WHAT THIS TASK INVOLVES: Please copy out the entries exactly, skipping any pictures.

[Stored data]
*** Begin section ***
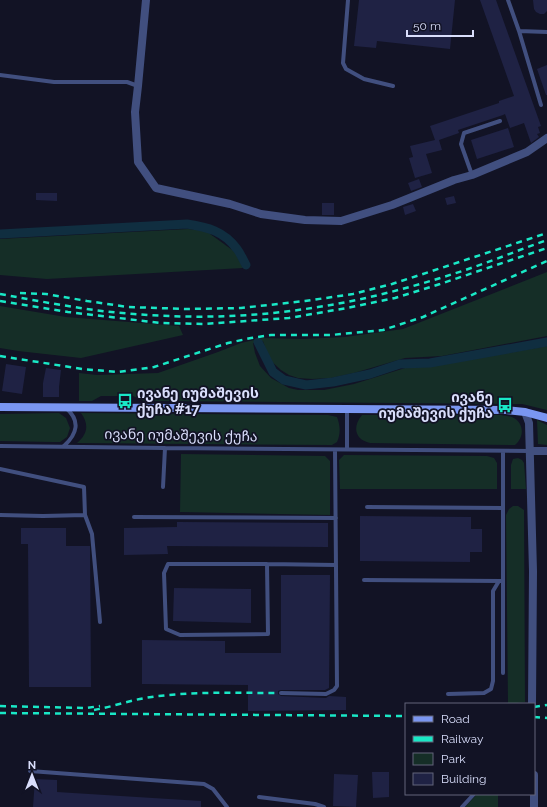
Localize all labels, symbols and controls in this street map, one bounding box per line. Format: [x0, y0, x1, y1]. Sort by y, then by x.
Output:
scale bar [407, 12, 473, 38]
text: 50 m [413, 19, 441, 33]
place label: ივანე იუმაშევის ქუჩა #17 [137, 385, 259, 418]
place label: ივანე იუმაშევის ქუჩა [379, 389, 493, 422]
bus stop icon: ივანე იუმაშევის ქუჩა #17 [116, 392, 134, 410]
bus stop icon: ივანე იუმაშევის ქუჩა [496, 396, 514, 414]
street label: ივანე იუმაშევის ქუჩა [104, 426, 258, 445]
legend [405, 703, 535, 795]
text: Road [441, 712, 470, 726]
text: Railway [441, 732, 484, 746]
text: Park [441, 752, 466, 766]
north arrow [12, 755, 52, 795]
text: N [28, 759, 36, 772]
text: Building [441, 772, 487, 786]

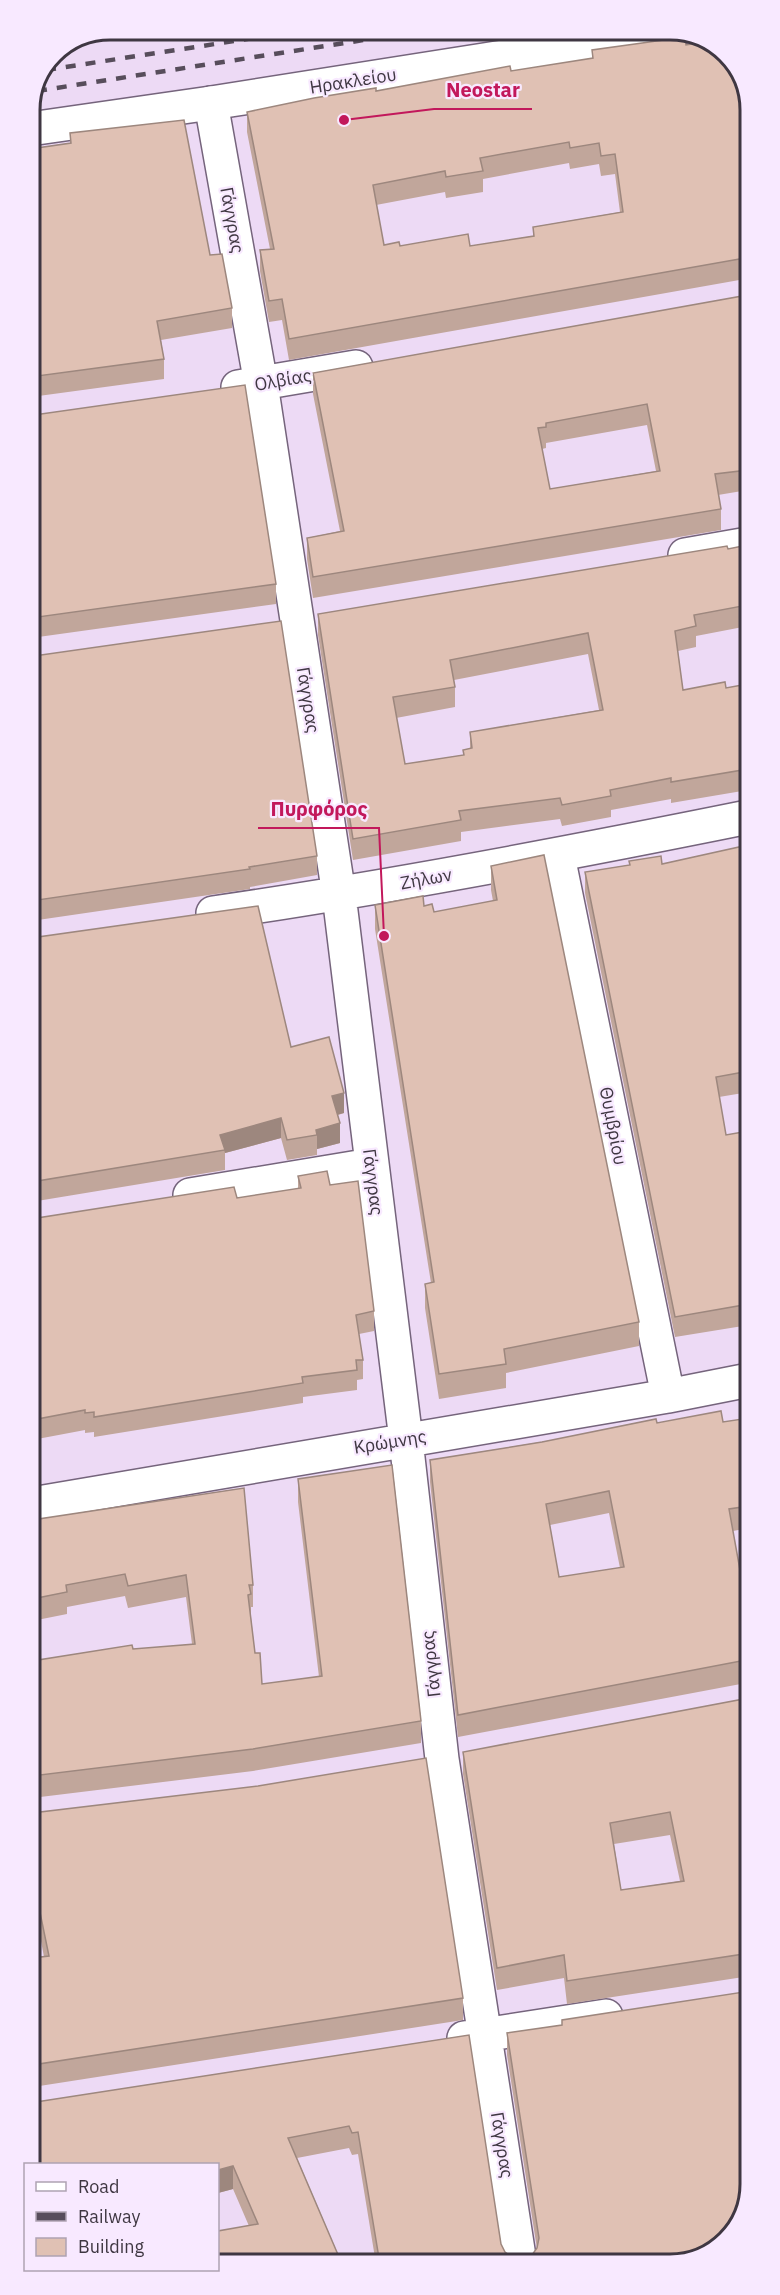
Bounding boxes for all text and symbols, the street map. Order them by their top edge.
*** End section ***
EXERCISE RESPONSE:
Localize all labels, symbols and controls in this street map, one bounding box per line. Format: [x0, y0, x1, y1]. Sort by y, then by x.
Output:
scale bar [407, 12, 473, 38]
text: 50 m [413, 19, 441, 33]
place label: ივანე იუმაშევის ქუჩა #17 [137, 385, 259, 418]
place label: ივანე იუმაშევის ქუჩა [379, 389, 493, 422]
bus stop icon: ივანე იუმაშევის ქუჩა #17 [116, 392, 134, 410]
bus stop icon: ივანე იუმაშევის ქუჩა [496, 396, 514, 414]
street label: ივანე იუმაშევის ქუჩა [104, 426, 258, 445]
legend [405, 703, 535, 795]
text: Road [441, 712, 470, 726]
text: Railway [441, 732, 484, 746]
text: Park [441, 752, 466, 766]
north arrow [12, 755, 52, 795]
text: N [28, 759, 36, 772]
text: Building [441, 772, 487, 786]

Bounding boxes for all text and symbols, the street map. Order them by their top edge.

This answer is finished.